特に以下の3つの要因では以下に高配当銘柄といえど、株価が大きく下がる可能性があります。

・業績悪化
・減配
・外的要因

特に決算発表前に株を買うと、決算内容によっては大きく株価が下落してしまいます。

その結果、株価下落に耐え切れず、損切りしてしまった人の話をよく聞くので株価下落に耐性のない人にはおすすめできません。

【企業分析(銘柄分析)をまったくしない人】
銘柄分析をしておかないと、高配当株では痛い思いをすることがあります。

高配当株として知られる日本株の筆頭格はJT(日本たばこ産業)だと思います。

以下のチャートを見てください。

ロシアのウクライナ侵攻以降、株価の下落に拍車がかかっています。

高配当株 JT

※出典:トレーディングビュー

ウクライナに侵攻する前(2/18)の水準でも利回り6.4%の高配当銘柄。

実はJT、2/14に株主優待廃止を発表していました。

売り材料なのですが、それにも耐えて株価は高い水準をキープしていました。

しかし、戦争が始まる直前から株価が急落し、2週間近く強烈な下げを記録しています。

その理由は、JTがロシアに4つの工場、ウクライナに1つの工場を保有し、利益の2割をロシア事業で稼いでいるためです。

※参照記事:東洋経済「JT、「利益の2割」を稼ぐロシア混迷の深刻影響」

JTの企業分析をしていれば、ウクライナやロシア市場がJTにとってどれだけ大きなウェイトを占めているかがわかったはずです。

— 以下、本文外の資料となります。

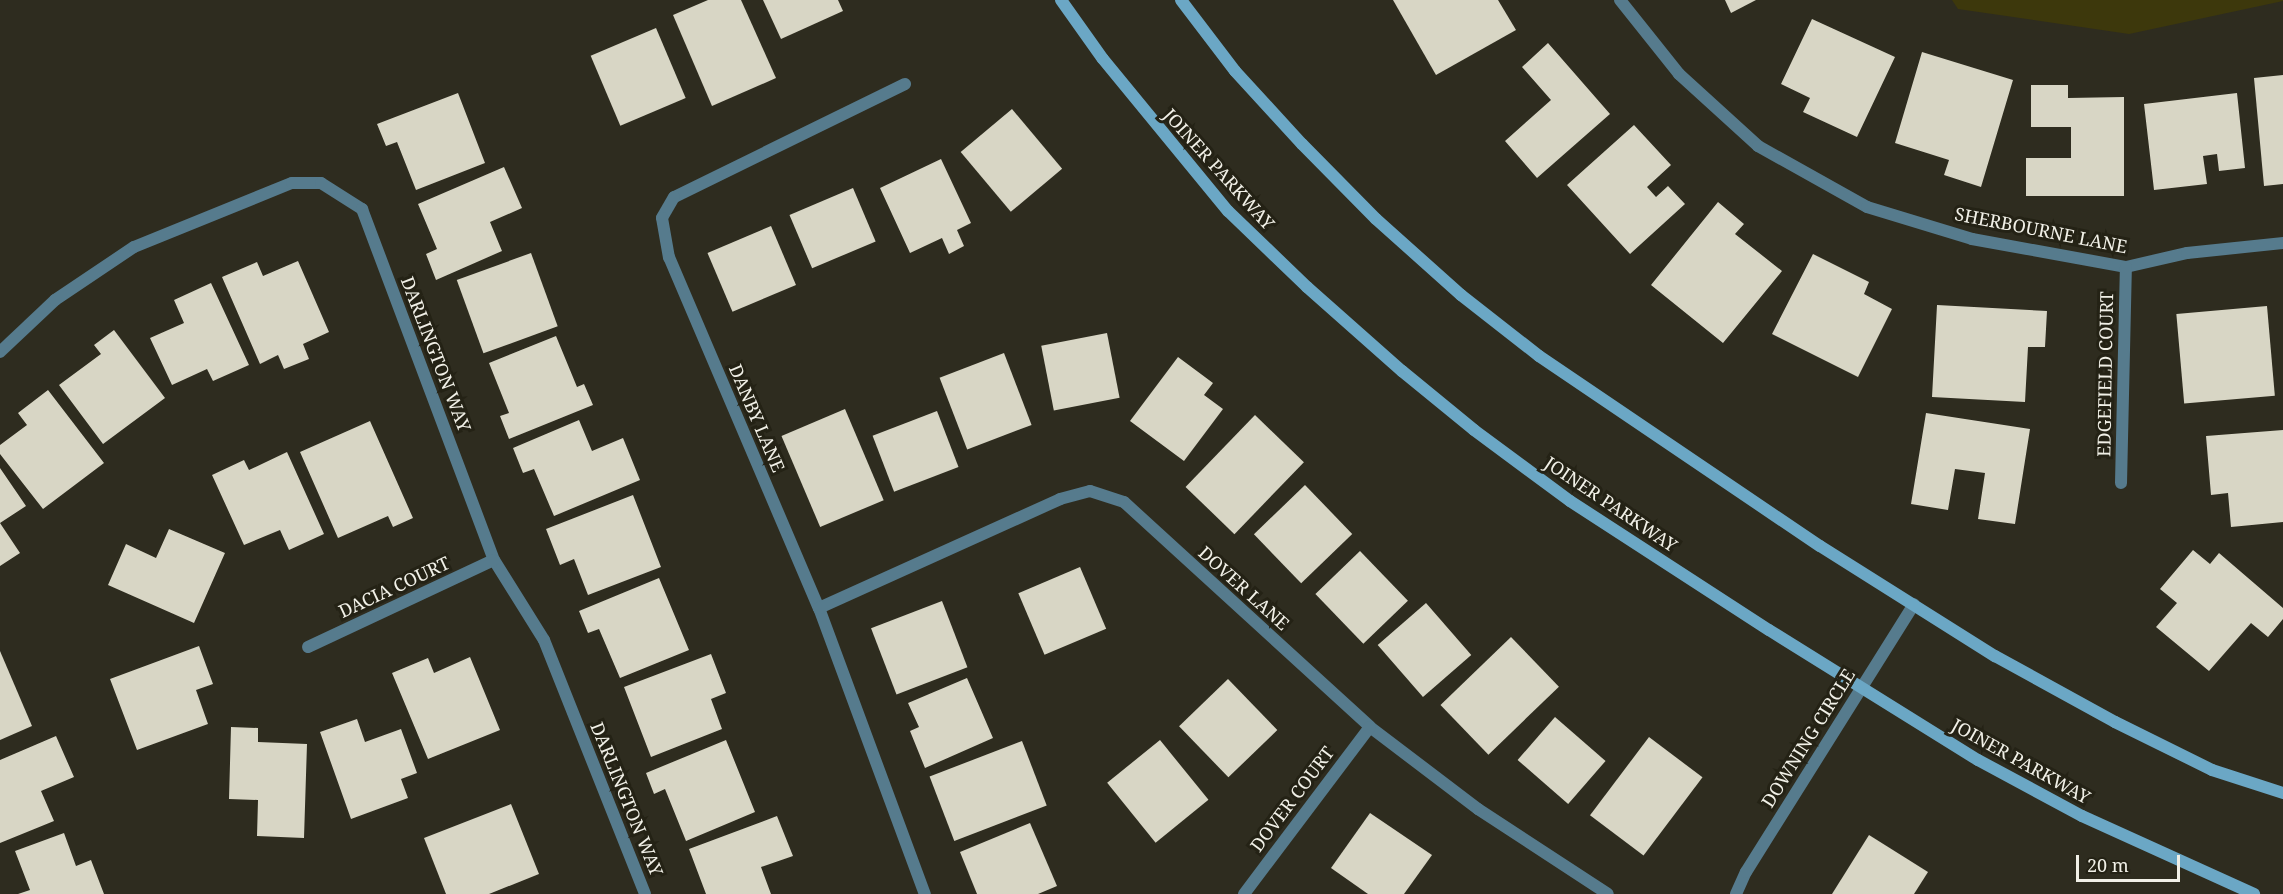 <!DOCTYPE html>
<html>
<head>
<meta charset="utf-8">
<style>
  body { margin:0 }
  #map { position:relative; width:2283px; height:894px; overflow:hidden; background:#2e2c1f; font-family:"Noto Serif",serif }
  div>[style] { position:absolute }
  .green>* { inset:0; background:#3d380c }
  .building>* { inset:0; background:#d8d6c5; transform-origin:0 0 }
  .street>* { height:12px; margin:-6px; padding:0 6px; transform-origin:6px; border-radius:6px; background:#567b8d }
  .secondary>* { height:12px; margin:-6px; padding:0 6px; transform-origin:6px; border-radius:6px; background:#6ba7c5 }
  span { translate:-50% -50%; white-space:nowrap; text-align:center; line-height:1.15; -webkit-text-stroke:6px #242215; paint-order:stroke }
  .street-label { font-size:18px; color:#f1f0e7 }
  .scale { position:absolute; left:2076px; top:855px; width:104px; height:27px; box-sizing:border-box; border:3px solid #f1f0e7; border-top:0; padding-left:8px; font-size:18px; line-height:21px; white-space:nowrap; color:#f1f0e7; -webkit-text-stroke:4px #242215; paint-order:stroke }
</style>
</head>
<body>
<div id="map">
  <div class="green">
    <i style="clip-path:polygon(1952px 0,2283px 0,2283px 1px,2129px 34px,1958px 9px)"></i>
  </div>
  <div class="building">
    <i style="clip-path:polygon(708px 0,741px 0,776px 78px,712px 106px,673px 15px)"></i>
    <i style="clip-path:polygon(763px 0,838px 0,843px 11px,781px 39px)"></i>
    <i style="clip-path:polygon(1393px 0,1498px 0,1516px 30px,1436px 75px)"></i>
    <i style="clip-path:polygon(1725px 0,1756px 0,1731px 13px)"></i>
    <i style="clip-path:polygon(1812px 19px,1895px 57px,1857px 137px,1803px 112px,1810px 98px,1781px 84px)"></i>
    <i style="left:656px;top:28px;width:76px;height:71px;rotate:67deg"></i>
    <i style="clip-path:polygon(1548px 43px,1610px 114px,1537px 178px,1505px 141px,1551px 100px,1522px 67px)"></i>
    <i style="clip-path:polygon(1922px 52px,2013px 80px,1981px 187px,1944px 175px,1949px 160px,1895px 143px)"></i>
    <i style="clip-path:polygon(2283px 75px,2283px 184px,2264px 186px,2254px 78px)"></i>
    <i style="clip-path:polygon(2031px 85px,2068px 85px,2068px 98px,2124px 97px,2124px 196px,2026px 196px,2026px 158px,2071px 158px,2071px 127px,2031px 127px)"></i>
    <i style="clip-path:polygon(458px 93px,485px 163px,416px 190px,397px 142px,386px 146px,377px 124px)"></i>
    <i style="clip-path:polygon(2237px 93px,2245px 168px,2219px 171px,2217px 154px,2203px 156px,2207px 184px,2154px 190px,2144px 104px)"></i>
    <i style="left:1012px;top:109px;width:78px;height:67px;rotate:50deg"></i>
    <i style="clip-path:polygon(1634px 125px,1671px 165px,1647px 187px,1656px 197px,1668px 186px,1685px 204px,1630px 254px,1567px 185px)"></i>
    <i style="clip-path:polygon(941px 159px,971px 223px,957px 230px,964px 246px,949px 254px,942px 238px,910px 253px,880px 188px)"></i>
    <i style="clip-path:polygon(504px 167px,522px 208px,490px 222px,502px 251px,436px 280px,426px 254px,437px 249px,418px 204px)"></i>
    <i style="left:853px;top:188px;width:58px;height:69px;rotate:67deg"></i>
    <i style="clip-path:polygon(1718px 202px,1744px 224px,1735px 234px,1782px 271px,1723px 343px,1651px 285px)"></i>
    <i style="left:771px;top:226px;width:64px;height:69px;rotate:67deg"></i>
    <i style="left:531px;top:253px;width:78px;height:79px;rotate:70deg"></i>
    <i style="clip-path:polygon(1813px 254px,1869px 282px,1864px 294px,1892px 309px,1858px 377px,1772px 334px)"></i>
    <i style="clip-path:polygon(298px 261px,329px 332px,303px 344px,309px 359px,284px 369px,278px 355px,260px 364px,222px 277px,257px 262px,263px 276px)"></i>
    <i style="clip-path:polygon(211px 283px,249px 365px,213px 381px,207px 369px,172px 385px,150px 338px,184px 323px,174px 300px)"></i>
    <i style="clip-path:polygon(1937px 305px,2047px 311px,2045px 347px,2028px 347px,2025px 402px,1932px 397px)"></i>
    <i style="left:2267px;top:306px;width:90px;height:91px;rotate:85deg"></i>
    <i style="clip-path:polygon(114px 330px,165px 398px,103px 444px,59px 385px,101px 354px,94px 345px)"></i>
    <i style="left:1107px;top:333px;width:66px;height:67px;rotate:79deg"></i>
    <i style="clip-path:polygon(556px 336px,577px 387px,584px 384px,593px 405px,509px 439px,500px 416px,509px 413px,489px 363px)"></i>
    <i style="left:1004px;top:353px;width:77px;height:69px;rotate:69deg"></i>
    <i style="clip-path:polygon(1178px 357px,1213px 383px,1204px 395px,1223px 409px,1184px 461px,1130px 421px)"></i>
    <i style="clip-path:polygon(48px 390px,104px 463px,43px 509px,0 454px,0 445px,27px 425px,18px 413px)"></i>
    <i style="left:845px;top:409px;width:99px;height:69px;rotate:67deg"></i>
    <i style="left:937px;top:411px;width:60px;height:69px;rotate:69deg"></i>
    <i style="clip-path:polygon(1926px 413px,2030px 429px,2015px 524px,1978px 519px,1985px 473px,1955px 469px,1948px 510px,1911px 504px)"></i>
    <i style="left:1255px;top:415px;width:68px;height:100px;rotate:44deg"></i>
    <i style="clip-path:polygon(579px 420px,592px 451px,623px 438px,640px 480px,554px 516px,534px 469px,523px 473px,513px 448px)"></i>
    <i style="clip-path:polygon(370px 421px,413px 518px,393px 527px,388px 516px,338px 538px,300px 452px)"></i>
    <i style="clip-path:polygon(2283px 430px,2283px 522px,2231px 527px,2228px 493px,2211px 495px,2206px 436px)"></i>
    <i style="clip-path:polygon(287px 452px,324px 534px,289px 550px,280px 530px,244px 545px,212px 475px,244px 460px,249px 470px)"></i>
    <i style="clip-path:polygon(0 468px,26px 506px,0 523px,20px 553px,0 566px)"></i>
    <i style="left:1305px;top:485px;width:68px;height:71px;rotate:46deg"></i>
    <i style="clip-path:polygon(633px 495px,661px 567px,588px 595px,574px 559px,560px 565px,546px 529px)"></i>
    <i style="clip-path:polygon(169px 529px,225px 553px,194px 623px,108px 585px,126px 544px,156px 558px)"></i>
    <i style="clip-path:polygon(2193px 550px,2210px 564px,2219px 553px,2283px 608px,2283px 619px,2268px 637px,2251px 623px,2209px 671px,2156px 627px,2177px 603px,2160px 589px)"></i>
    <i style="left:1360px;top:551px;width:69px;height:62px;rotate:46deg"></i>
    <i style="left:1080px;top:567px;width:67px;height:67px;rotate:67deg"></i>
    <i style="clip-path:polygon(659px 578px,689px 650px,620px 678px,599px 629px,588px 633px,579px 611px)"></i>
    <i style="left:942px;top:601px;width:71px;height:76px;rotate:69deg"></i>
    <i style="left:1426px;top:603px;width:69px;height:64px;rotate:49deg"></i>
    <i style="left:1511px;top:637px;width:69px;height:98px;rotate:46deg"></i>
    <i style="clip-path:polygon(199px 646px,213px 684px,196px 690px,208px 724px,137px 750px,110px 679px)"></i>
    <i style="clip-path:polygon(0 651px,32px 726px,0 740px)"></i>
    <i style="clip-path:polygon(711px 654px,726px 693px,711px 699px,722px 729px,651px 757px,624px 687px)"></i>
    <i style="clip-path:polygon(470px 657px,500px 730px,428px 759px,392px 673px,428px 658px,434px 673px)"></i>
    <i style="clip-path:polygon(967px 678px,993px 738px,925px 768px,910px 731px,919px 727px,908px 703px)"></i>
    <i style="left:1228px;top:679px;width:71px;height:68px;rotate:46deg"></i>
    <i style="left:1555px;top:717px;width:67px;height:57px;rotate:41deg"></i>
    <i style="clip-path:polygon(357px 719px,365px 742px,401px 729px,417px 773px,401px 779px,408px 798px,351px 819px,320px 732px)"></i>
    <i style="clip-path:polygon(231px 727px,258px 728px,258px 742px,307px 744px,304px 838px,257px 836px,258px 800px,229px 799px)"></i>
    <i style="clip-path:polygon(56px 736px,74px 777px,41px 791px,54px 821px,0 843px,0 760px)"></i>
    <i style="left:1649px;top:737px;width:67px;height:98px;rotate:37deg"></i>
    <i style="clip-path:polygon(726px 740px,755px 812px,686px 841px,665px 789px,654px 794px,646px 773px)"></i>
    <i style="left:1160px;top:740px;width:77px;height:68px;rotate:51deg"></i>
    <i style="left:1022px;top:741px;width:69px;height:99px;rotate:69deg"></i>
    <i style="clip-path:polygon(511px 804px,539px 874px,489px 894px,446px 894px,424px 838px)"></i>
    <i style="clip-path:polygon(1370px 813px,1432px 855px,1404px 894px,1368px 894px,1331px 868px)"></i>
    <i style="clip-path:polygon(777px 816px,793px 856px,761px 867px,771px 894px,706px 894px,689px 849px)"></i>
    <i style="clip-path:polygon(1030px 823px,1057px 886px,1038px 894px,977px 894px,960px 852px)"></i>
    <i style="clip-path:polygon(64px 833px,76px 866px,91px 860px,104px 894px,18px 894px,30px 890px,15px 851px)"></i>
    <i style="clip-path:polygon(1869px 835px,1928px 872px,1914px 894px,1832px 894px)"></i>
  </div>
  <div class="street">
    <i style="left:1620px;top:0;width:95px;rotate:51.4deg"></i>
    <i style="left:1679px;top:74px;width:107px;rotate:42.3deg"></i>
    <i style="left:1758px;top:146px;width:125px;rotate:29.2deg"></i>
    <i style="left:1867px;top:207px;width:110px;rotate:16.9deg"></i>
    <i style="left:1972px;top:239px;width:157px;rotate:10.3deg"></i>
    <i style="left:2126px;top:267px;width:63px;rotate:-12.9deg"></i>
    <i style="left:2187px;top:253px;width:97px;rotate:-5.9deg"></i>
    <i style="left:905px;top:84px;width:257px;rotate:153.9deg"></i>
    <i style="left:674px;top:197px;width:24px;rotate:120deg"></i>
    <i style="left:662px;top:218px;width:40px;rotate:80deg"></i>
    <i style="left:669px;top:257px;width:382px;rotate:66.9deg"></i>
    <i style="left:819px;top:608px;width:305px;rotate:69.7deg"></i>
    <i style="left:0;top:352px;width:76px;rotate:-43.4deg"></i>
    <i style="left:55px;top:300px;width:95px;rotate:-33.9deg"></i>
    <i style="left:134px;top:247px;width:170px;rotate:-22.1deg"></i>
    <i style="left:292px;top:183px;width:29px"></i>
    <i style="left:321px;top:183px;width:49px;rotate:32.4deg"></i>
    <i style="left:362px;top:209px;width:375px;rotate:69.4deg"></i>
    <i style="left:494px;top:560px;width:94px;rotate:58deg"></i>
    <i style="left:544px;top:640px;width:273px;rotate:68.3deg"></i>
    <i style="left:2121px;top:483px;width:216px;rotate:-88.7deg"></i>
    <i style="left:819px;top:608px;width:265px;rotate:-24.3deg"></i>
    <i style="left:1060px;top:499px;width:31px;rotate:-15deg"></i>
    <i style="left:1090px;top:491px;width:36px;rotate:18deg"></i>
    <i style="left:1124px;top:502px;width:333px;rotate:42.4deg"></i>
    <i style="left:1370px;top:727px;width:136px;rotate:37.2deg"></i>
    <i style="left:1478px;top:809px;width:155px;rotate:33.2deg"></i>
    <i style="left:308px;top:647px;width:205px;rotate:-25.1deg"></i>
    <i style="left:1244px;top:894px;width:209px;rotate:-53deg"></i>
    <i style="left:1736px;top:894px;width:24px;rotate:-66deg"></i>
    <i style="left:1746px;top:872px;width:316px;rotate:-57.9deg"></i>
  </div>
  <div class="secondary">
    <i style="left:1061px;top:0;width:72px;rotate:54.6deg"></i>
    <i style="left:1103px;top:59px;width:197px;rotate:50.6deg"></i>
    <i style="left:1228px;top:211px;width:110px;rotate:43.9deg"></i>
    <i style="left:1307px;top:287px;width:127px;rotate:41.5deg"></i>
    <i style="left:1402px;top:371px;width:93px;rotate:39.3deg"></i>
    <i style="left:1474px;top:430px;width:119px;rotate:36.5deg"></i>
    <i style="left:1570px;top:501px;width:237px;rotate:33deg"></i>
    <i style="left:1769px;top:630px;width:246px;rotate:31.9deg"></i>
    <i style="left:1978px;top:760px;width:118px;rotate:28.3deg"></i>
    <i style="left:2082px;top:816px;width:189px;rotate:24.4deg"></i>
    <i style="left:1181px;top:0;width:89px;rotate:52.7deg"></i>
    <i style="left:1235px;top:71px;width:99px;rotate:47.5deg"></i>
    <i style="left:1302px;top:144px;width:105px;rotate:45.4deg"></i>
    <i style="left:1376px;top:219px;width:114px;rotate:41.8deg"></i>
    <i style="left:1461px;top:295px;width:99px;rotate:38deg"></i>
    <i style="left:1539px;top:356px;width:339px;rotate:34.1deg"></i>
    <i style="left:1820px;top:546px;width:207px;rotate:32.2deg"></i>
    <i style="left:1995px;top:656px;width:137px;rotate:28.8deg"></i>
    <i style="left:2115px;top:722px;width:108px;rotate:26.3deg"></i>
    <i style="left:2212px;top:770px;width:75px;rotate:17.9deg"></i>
  </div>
  <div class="street-label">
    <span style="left:1219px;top:169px;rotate:48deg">JOINER PARKWAY</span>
    <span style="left:2041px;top:230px;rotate:11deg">SHERBOURNE LANE</span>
    <span style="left:436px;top:354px;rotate:69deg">DARLINGTON WAY</span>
    <span style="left:2105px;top:374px;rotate:-89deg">EDGEFIELD COURT</span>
    <span style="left:757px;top:418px;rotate:67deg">DANBY LANE</span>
    <span style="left:1611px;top:504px;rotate:34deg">JOINER PARKWAY</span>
    <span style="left:394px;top:587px;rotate:-25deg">DACIA COURT</span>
    <span style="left:1244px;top:588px;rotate:42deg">DOVER LANE</span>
    <span style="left:1808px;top:738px;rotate:-58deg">DOWNING CIRCLE</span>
    <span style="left:2021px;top:761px;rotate:29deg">JOINER PARKWAY</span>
    <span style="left:627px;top:799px;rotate:68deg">DARLINGTON WAY</span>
    <span style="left:1292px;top:799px;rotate:-53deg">DOVER COURT</span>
  </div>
  <div class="scale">20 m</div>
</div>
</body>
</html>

こうした企業分析を怠ると、思わぬ損失を被るリスクが高まってしまいます。

高配当株投資のメリット

高配当株のメリットを解説しましょう。

3つのメリットを以下にまとめました。

高配当銘柄 メリット

【インカムゲイン】
高配当株に投資する人の多くは、インカムゲイン目当てだと思います。

完全な不労所得ですので、すでに多額の運用資金を持っている人であれば、高配当銘柄を持つだけで配当生活を享受できます。

まだ大きな資産を持っていない人にとっては、高配当を再投資に回すことでFIRE実現への燃料にすることもできます。

なるべくリスクを排除し、じっくりゆっくり資産を構築していきたい人にとっても、高配当株から得られるインカムゲインはとても魅力的です。

デイトレーダーのように毎日パソコンやスマホにかじりつく必要もありません。

十分なインカムゲインを得ることで、自由な時間を確保することにもつながるのがメリットといえるでしょう。

【株価を気にしなくてよい】

高配当株投資は、配当を得ることがメイン戦略なのでデイトレーダーのように株価を常に気にする必要はありません。

アートネイチャーの例を見てもわかるように、株価が横ばいで推移する銘柄も多く、ずっと高配当銘柄のままでいる銘柄も多々あります。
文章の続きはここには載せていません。